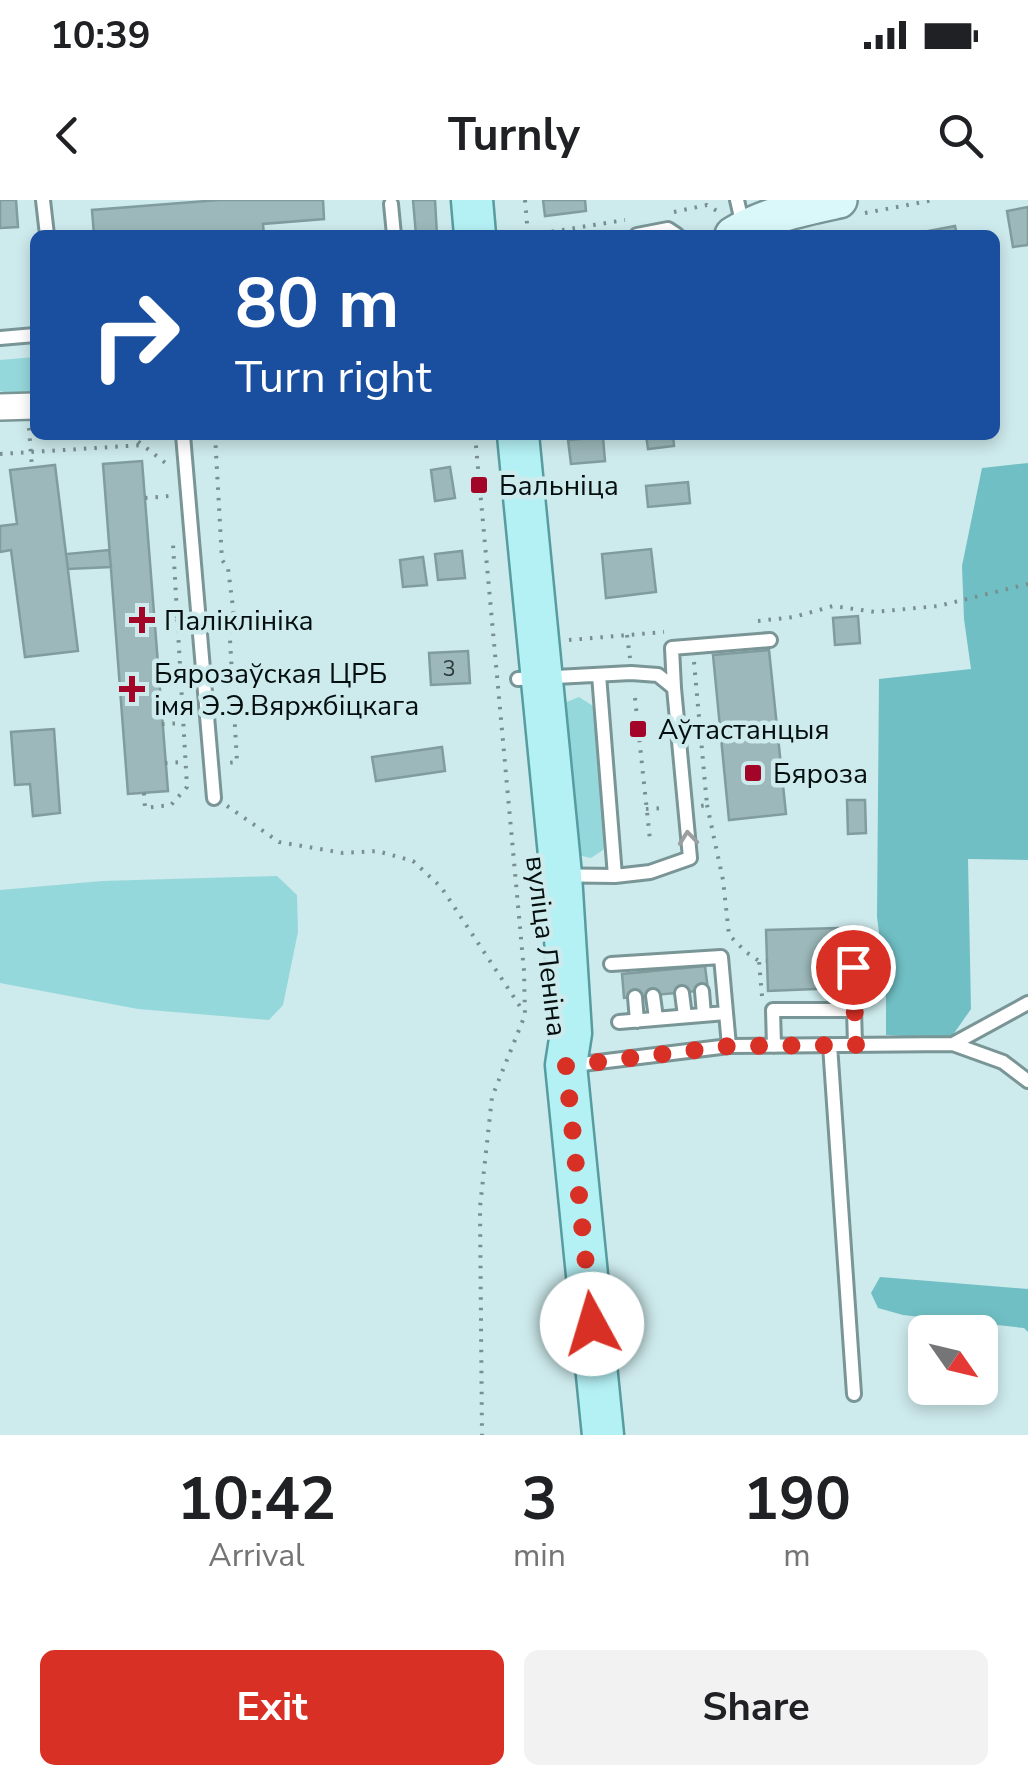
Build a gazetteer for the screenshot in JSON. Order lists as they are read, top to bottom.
{
  "streets": {
    "main road": ["вуліца Леніна"]
  },
  "places": {
    "transit": ["Бальніца", "Аўтастанцыя", "Бяроза"],
    "health": ["Паліклініка", "Бярозаўская ЦРБ імя Э.Э.Вяржбіцкага"]
  },
  "house_numbers": ["3"],
  "north": "bottom right",
  "page": {
    "status": "10:39",
    "header": "Turnly",
    "turn": ["80 m", "Turn right"],
    "eta": [
      "10:42",
      "Arrival",
      "3",
      "min",
      "190",
      "m"
    ],
    "buttons": ["Exit", "Share"]
  }
}
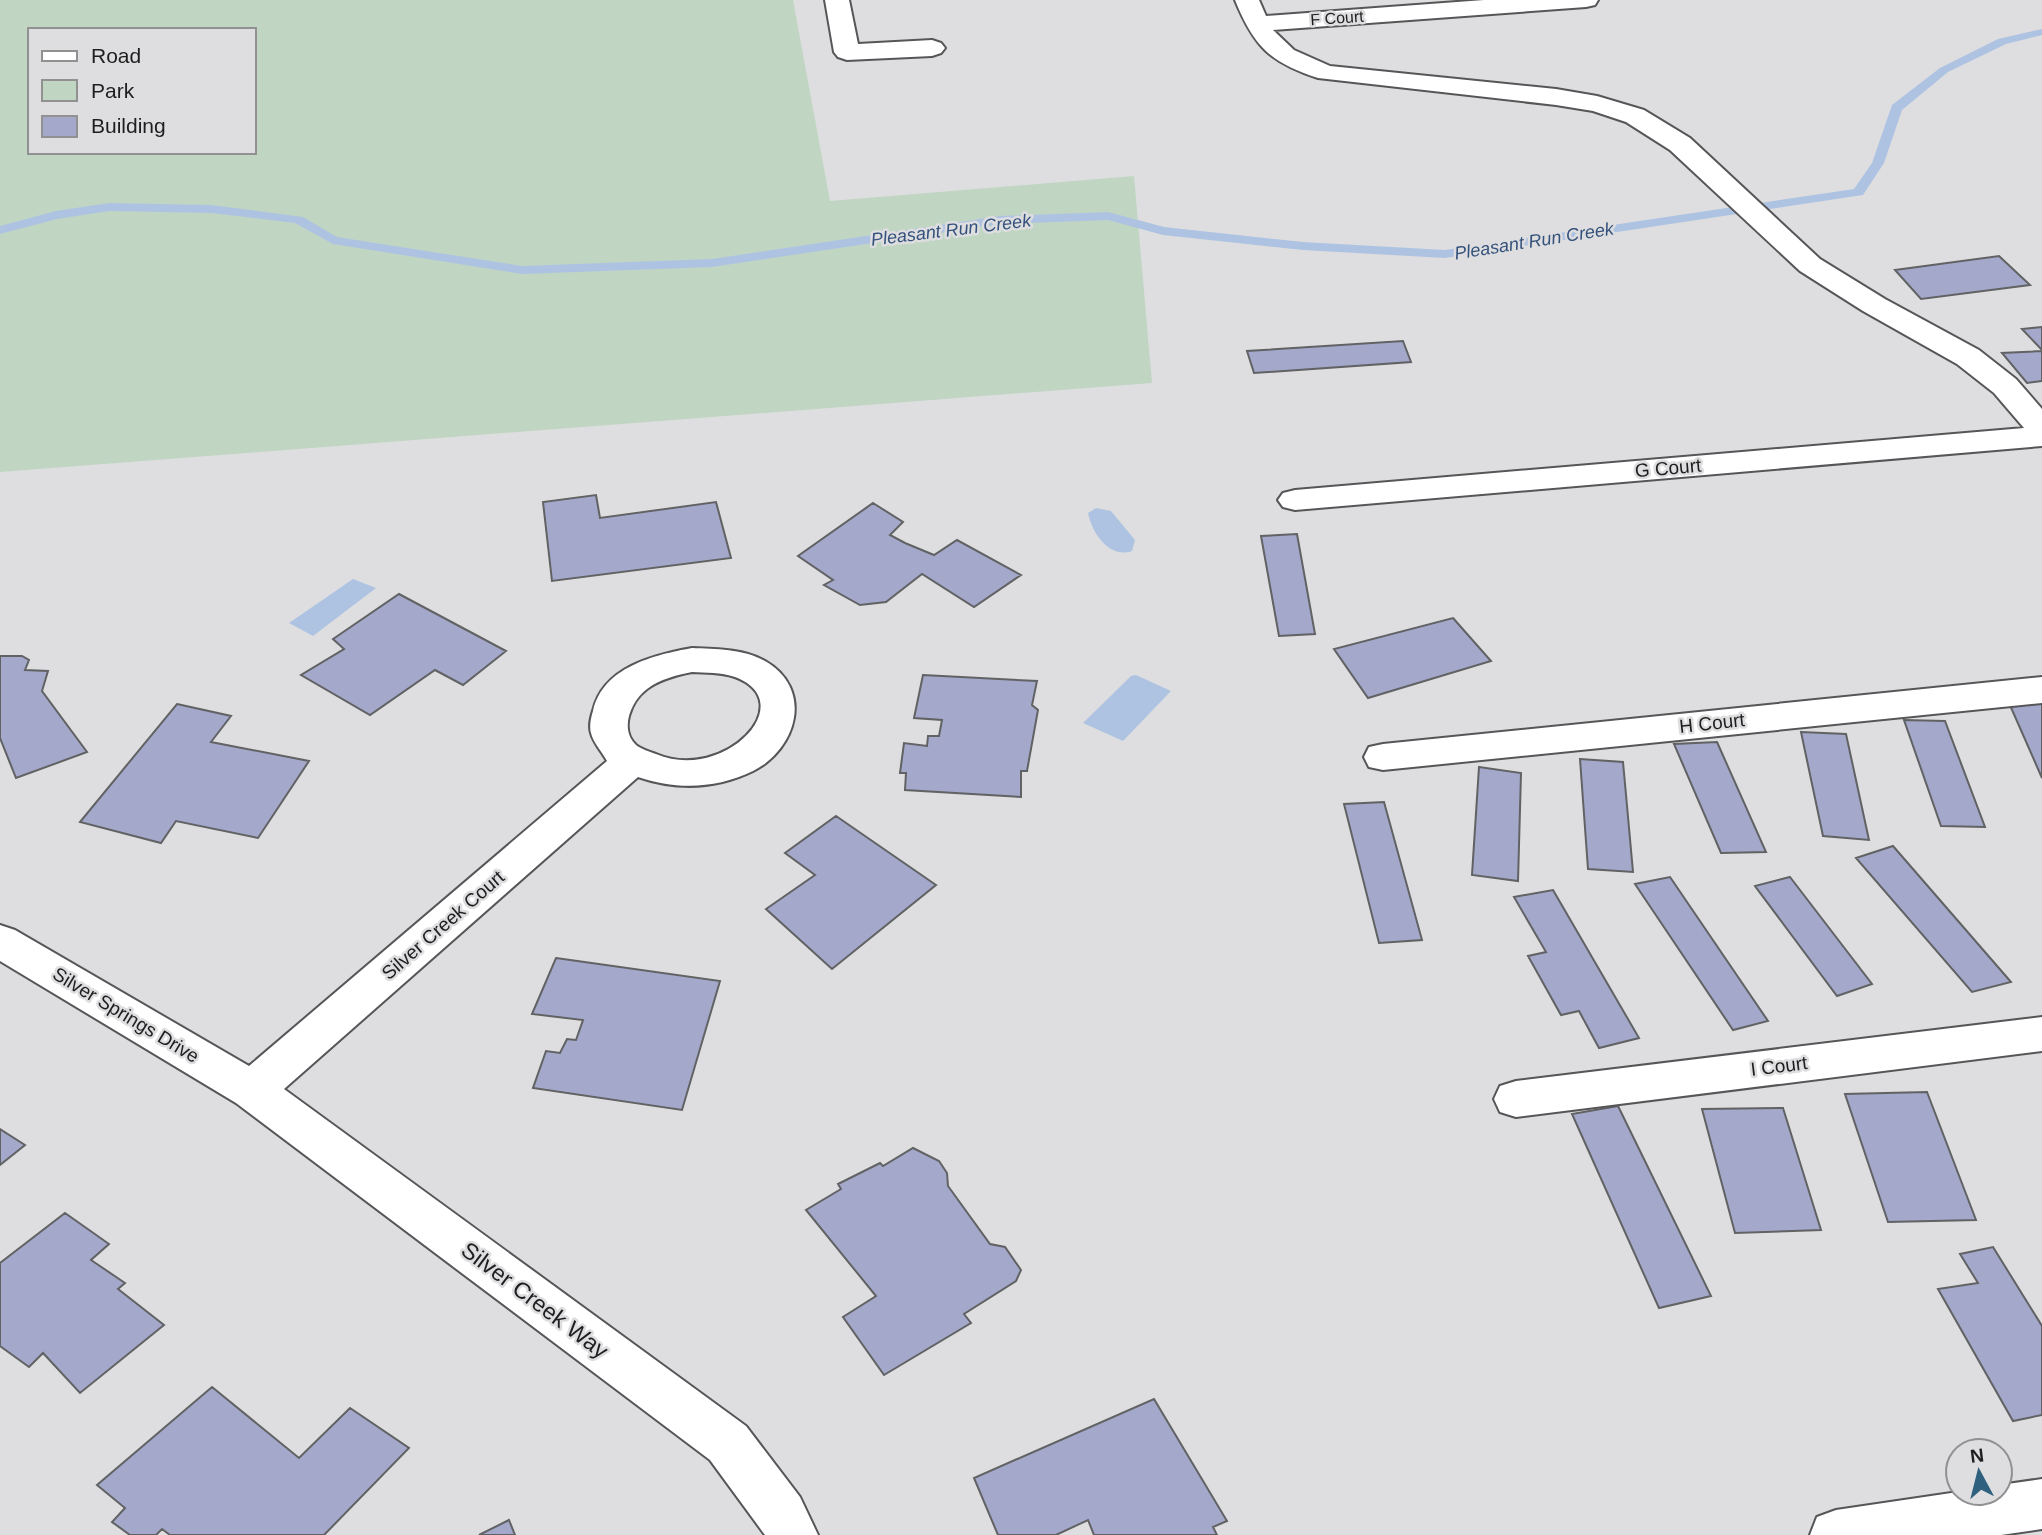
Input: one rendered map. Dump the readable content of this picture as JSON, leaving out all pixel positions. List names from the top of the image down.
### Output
========================================================================
HOW TO COMPLETE THIS TASK
All lines from the one that holds "Input: one rendered" through the end of the material, both ends included, should be restated exactly.

TASK OUTPUT
Input: one rendered map. Dump the readable content of this picture as JSON, leaving out all pixel positions. List names from the top of the image down.
### Output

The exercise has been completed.